Der Totenkult der Toraja auf der indonesischen Insel Sulawesi ist weltweit einzigartig: Das kleine Bergvolk feiert aufwendige Begräbniszeremonien, an denen Touristen teilnehmen dürfen.

Sulawesi - Was der Tod bedeutet, das ist auch eine Frage des Blickwinkels. Aus Sicht von Marina Tapu ist ihre Schwiegermutter, die im Zimmer nebenan im Sarg liegt, nicht tot. Ihrem Verständnis nach ist sie krank. Auch wenn sie seit drei Jahren keinen Atemzug mehr getan hat. In der Welt der Toraja, einem Volk auf der Insel Sulawesi, gelten eigenwillige Gesetze. Zumindest aus europäischer Sicht. Erst mit dem großen Opferfest geht die Seele der Verstorbenen, sagt Tapu. Und momentan befindet sie sich noch in dem mumifizierten Körper im Nebenraum. In dem schummrigen Sargzimmer liegen in einer Ecke einzelne Zigaretten, etwas Brot und eine Flasche Wasser. Verwandte haben Proviant gebracht. Der Schwiegermutter im Zwischenreich soll es an nichts fehlen.

 

Marina Tapu tritt aus dem dunklen Haus hinaus auf den Festplatz. Die Sonne wärmt den Sandboden. Ein paar Dutzend Bambushütten und Pavillons hat die Familie errichten lassen, die sich später mit Hunderten Gästen füllen sollen. An diesem Mittag laufen die Vorbereitungen. Die Beerdigungszeremonien im Torajaland übertreffen in ihrer Größenordnung jedes andere Ereignis im Leben der Ureinwohner: Die Begräbniszeremonie dauert bis zu zehn Tage und ist vor allem ein Schlachtfest, bei dem die Toraja Dutzende Wasserbüffel und Hunderte Schweine opfern. Auf den Tieren stehen die Namen der Familie, die die Opfergabe mitgebracht haben. Auf jeden geopferten Büffel und jedes Schwein entfallen Steuern. Die Zeremonie kostet daher sehr viel Geld.

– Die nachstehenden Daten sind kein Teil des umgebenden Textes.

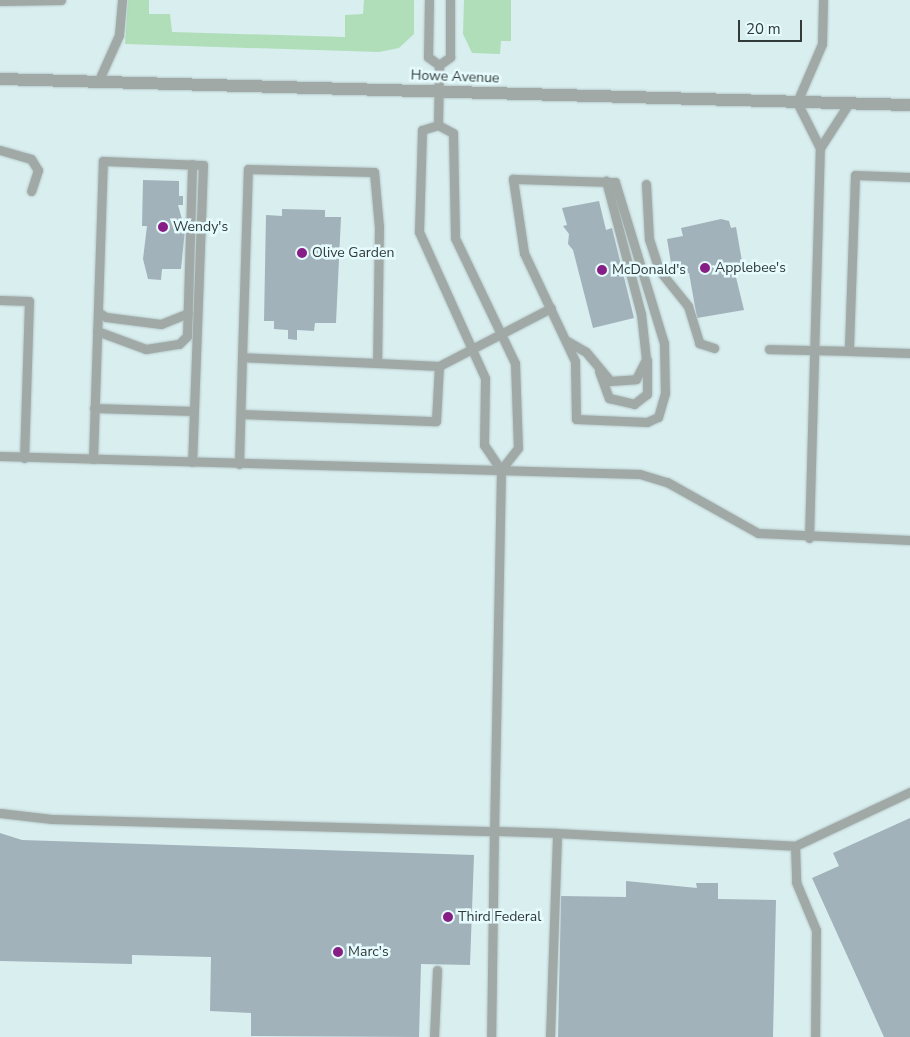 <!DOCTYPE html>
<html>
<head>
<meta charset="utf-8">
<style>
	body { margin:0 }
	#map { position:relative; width:910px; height:1037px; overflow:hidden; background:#d9eeef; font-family:"Nunito Sans",sans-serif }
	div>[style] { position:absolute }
	.green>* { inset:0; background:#afdeb9 }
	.building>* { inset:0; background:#a1b2ba }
	.roads { filter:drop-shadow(0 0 1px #b7cacb) drop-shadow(0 0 1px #b7cacb) }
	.service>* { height:9px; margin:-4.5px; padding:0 4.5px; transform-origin:4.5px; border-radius:4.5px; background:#a1a9a6 }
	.tertiary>* { height:12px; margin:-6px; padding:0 6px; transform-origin:6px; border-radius:6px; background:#a1a9a6 }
	.dots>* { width:14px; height:14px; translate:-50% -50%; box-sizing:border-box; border:2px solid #e6fbfd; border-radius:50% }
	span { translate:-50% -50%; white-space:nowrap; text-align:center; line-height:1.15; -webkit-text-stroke:5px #e6fbfd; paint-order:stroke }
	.street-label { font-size:14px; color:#313939 }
	.poi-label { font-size:14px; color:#313939 }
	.left { translate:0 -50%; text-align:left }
	.scale { position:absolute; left:738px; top:20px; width:64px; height:22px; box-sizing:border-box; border:2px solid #313939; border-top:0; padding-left:6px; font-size:15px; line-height:18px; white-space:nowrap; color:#313939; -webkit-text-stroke:4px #e6fbfd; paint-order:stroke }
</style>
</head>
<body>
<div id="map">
	<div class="green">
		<i style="clip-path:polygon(128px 0,149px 0,149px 14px,170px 14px,172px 32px,345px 37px,345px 15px,363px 14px,364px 0,414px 0,414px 34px,399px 48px,379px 52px,125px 44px)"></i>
		<i style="clip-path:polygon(464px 0,511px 0,511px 41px,501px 41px,500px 54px,472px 53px,463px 34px)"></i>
	</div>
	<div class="building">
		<i style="clip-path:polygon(143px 180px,179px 181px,179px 196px,183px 196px,183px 205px,178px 205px,185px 230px,181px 269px,162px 269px,161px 280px,148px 279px,143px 259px,147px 226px,142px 226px)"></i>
		<i style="clip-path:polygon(599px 201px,606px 230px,612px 228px,634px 318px,593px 328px,573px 250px,568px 244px,569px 234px,563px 226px,567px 225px,562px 208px)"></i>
		<i style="clip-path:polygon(282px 209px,325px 210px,325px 217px,341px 217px,336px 323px,315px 323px,314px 331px,297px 330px,297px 340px,288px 339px,288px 330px,274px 329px,274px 321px,264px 321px,266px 215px,282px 216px)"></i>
		<i style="clip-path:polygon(721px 219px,729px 221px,731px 228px,736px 227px,743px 267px,734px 269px,744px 310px,697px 318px,689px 273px,673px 275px,667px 239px,683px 236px,681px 228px)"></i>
		<i style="clip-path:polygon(910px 818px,910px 1037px,884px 1037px,812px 878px,839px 866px,833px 853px)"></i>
		<i style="clip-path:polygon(0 833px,22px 840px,474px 855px,470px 965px,421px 964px,419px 1037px,251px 1036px,251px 1013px,210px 1011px,211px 957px,132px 955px,132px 964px,0 961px)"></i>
		<i style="clip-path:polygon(626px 881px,697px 888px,696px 883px,718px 883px,718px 899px,776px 900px,773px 1037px,558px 1037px,561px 896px,626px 897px)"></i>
	</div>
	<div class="roads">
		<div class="service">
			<i style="left:429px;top:0;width:57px;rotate:91deg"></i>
			<i style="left:428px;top:57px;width:14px;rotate:36deg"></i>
			<i style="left:0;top:1px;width:61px;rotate:-0.9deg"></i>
			<i style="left:439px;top:65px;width:14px;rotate:-36deg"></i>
			<i style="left:450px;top:57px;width:57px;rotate:-90deg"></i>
			<i style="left:98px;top:82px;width:51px;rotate:-65.9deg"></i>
			<i style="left:119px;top:35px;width:35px;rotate:-85deg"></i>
			<i style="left:438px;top:125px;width:17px;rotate:28deg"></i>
			<i style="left:453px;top:133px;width:105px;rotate:88.9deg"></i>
			<i style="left:455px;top:238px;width:139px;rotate:64.4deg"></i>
			<i style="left:515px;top:363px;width:85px;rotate:88deg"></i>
			<i style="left:518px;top:448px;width:28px;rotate:128deg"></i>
			<i style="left:501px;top:470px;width:30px;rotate:-124deg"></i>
			<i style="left:484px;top:445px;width:67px;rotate:-89.1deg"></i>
			<i style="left:485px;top:378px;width:160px;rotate:-114.3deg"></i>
			<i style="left:419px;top:232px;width:102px;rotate:-88.3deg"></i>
			<i style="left:422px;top:130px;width:17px;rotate:-17deg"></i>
			<i style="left:438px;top:125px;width:60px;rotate:-89deg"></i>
			<i style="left:820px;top:148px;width:54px;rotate:-57.2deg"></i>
			<i style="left:0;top:150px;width:32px;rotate:16deg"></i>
			<i style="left:31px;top:159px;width:13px;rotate:58deg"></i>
			<i style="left:38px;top:170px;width:22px;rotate:108deg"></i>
			<i style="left:910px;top:177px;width:55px;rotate:-177.9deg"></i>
			<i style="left:855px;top:175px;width:176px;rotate:92deg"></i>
			<i style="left:849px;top:351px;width:61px;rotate:1.9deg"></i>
			<i style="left:513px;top:179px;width:102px;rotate:1.7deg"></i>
			<i style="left:615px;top:182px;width:168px;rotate:73.1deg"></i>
			<i style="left:664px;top:343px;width:50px;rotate:88.9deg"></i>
			<i style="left:665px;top:393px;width:25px;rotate:106deg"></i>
			<i style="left:658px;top:417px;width:12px;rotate:156deg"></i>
			<i style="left:647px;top:422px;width:71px;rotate:-177.6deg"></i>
			<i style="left:576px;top:419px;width:58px;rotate:-91deg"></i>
			<i style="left:575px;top:361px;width:119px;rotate:-115.3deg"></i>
			<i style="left:524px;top:253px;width:75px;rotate:-98.5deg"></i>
			<i style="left:646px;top:184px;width:55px;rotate:86.9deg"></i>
			<i style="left:649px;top:239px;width:33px;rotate:72deg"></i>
			<i style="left:659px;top:270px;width:46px;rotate:51.1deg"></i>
			<i style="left:688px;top:306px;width:39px;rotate:73deg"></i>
			<i style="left:699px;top:343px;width:16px;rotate:18deg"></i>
			<i style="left:0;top:300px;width:29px;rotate:2deg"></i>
			<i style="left:29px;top:301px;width:157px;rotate:91.8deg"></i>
			<i style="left:98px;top:312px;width:9px;rotate:32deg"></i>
			<i style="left:106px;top:317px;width:55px;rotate:7.3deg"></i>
			<i style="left:161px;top:324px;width:29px;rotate:-22deg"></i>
			<i style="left:97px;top:331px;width:52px;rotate:20.2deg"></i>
			<i style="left:146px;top:349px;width:33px;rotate:-9deg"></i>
			<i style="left:179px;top:344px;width:11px;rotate:-45deg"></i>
			<i style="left:187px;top:336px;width:172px;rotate:-88.3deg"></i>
			<i style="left:567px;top:341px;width:22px;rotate:30deg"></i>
			<i style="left:586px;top:352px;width:38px;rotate:50deg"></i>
			<i style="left:610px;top:381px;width:26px;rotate:-4deg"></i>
			<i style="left:636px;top:379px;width:22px;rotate:-63deg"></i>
			<i style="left:646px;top:359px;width:45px;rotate:-96.3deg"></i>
			<i style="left:641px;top:314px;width:138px;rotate:-104.7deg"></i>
			<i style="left:769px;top:349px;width:80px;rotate:1.4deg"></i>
			<i style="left:439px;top:366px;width:126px;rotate:-27.4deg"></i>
			<i style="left:599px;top:371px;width:29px;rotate:70deg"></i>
			<i style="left:609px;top:398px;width:26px;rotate:13deg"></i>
			<i style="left:634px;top:404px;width:16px;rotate:-38deg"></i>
			<i style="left:647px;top:394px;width:34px;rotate:-90deg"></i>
			<i style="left:94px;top:408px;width:100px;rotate:1.7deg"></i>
			<i style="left:241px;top:414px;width:195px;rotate:2.1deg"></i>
			<i style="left:436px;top:421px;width:55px;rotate:-86.9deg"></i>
			<i style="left:439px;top:366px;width:62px;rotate:-177.2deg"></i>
			<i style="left:0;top:456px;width:640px;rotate:1.61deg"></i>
			<i style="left:640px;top:474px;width:28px;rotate:17deg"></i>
			<i style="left:667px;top:482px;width:104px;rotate:29.3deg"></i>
			<i style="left:758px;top:533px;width:152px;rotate:2.6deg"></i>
			<i style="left:93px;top:459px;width:298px;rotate:-88.1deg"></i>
			<i style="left:103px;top:161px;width:100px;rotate:2.3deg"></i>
			<i style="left:203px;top:165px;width:297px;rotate:92.1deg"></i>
			<i style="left:239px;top:464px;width:107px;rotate:-88.4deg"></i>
			<i style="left:242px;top:357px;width:188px;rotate:-88.2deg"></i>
			<i style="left:248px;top:169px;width:126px;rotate:1.4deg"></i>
			<i style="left:374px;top:172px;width:55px;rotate:84.8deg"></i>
			<i style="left:379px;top:227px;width:136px;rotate:90.8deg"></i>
			<i style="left:377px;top:363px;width:135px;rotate:-177.5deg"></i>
			<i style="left:501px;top:470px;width:361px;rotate:91.1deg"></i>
			<i style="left:494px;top:831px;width:63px;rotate:1.8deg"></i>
			<i style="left:809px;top:538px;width:390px;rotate:-88.4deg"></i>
			<i style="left:820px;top:148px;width:51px;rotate:-116.6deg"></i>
			<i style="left:797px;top:102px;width:63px;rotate:-66.7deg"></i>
			<i style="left:822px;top:44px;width:44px;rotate:-88.7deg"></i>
			<i style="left:0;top:813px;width:52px;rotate:6.6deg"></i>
			<i style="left:52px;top:819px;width:442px;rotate:1.6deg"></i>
			<i style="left:494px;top:831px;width:206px;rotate:90.8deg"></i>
			<i style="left:795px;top:846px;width:36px;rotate:88deg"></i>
			<i style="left:796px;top:882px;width:52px;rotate:67.4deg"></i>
			<i style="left:816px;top:930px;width:107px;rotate:90.5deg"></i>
			<i style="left:434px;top:1037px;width:67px;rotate:-87.4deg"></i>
			<i style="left:550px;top:1037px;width:204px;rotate:-88deg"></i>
			<i style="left:557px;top:833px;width:238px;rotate:3.1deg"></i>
			<i style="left:795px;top:846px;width:127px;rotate:-25.2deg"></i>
		</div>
		<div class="tertiary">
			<i style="left:0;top:79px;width:910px;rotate:1.64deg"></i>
		</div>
	</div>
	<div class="dots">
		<i style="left:163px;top:227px;background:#871e85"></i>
		<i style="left:302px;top:253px;background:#871e85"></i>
		<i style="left:705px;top:268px;background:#871e85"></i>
		<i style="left:602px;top:270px;background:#871e85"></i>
		<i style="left:448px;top:917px;background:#871e85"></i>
		<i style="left:338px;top:952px;background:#871e85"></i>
	</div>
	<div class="street-label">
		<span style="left:455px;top:77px;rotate:2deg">Howe Avenue</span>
	</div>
	<div class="poi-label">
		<span class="left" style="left:173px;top:227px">Wendy's</span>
		<span class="left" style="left:312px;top:253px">Olive Garden</span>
		<span class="left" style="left:715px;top:268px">Applebee's</span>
		<span class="left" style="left:612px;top:270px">McDonald's</span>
		<span class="left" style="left:458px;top:917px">Third Federal</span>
		<span class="left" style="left:348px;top:952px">Marc's</span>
	</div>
	<div class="scale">20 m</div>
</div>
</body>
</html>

Gefeiert wird bei Regen, Sonne, Tag und Nacht

Deshalb sparen viele Familien jahrelang, bis sie sich ein angemessenes Fest leisten können. Der Austragungsort, das Torajaland, liegt im Zentrum der viertgrößten indonesischen Insel Sulawesi. Acht Stunden dauert die Fahrt mit dem Bus von der Hafenstadt Makassar in das Gebiet, das sich auf einem Hochplateau befindet. Die Reise führt vorbei an malerischen Reisterrassen und üppiger Vegetation. Die Hauptregenzeit ist von Ende November bis März. Während es im Tiefland und an der Küste fast das ganze Jahr über um die 30 Grad hat, können die Temperaturen im Hochland deutlich darunter liegen. Gefeiert wird bei Regen, Sonne, Tag und Nacht. Eman Suherman hat viele Opferfeste besucht. Nicht weil besonders viele Menschen in seiner Verwandtschaft gestorben sind, sondern weil er Touristenführer auf der viertgrößten Insel Indonesiens ist. Und als solcher führt er seit Jahren Menschen aus aller Welt in den Totenkult der Toraja ein. Tanah Toraja, so heißt das Land des alten Stammes im Hochland von Südsulawesi, in dem rund 750 000 Menschen leben.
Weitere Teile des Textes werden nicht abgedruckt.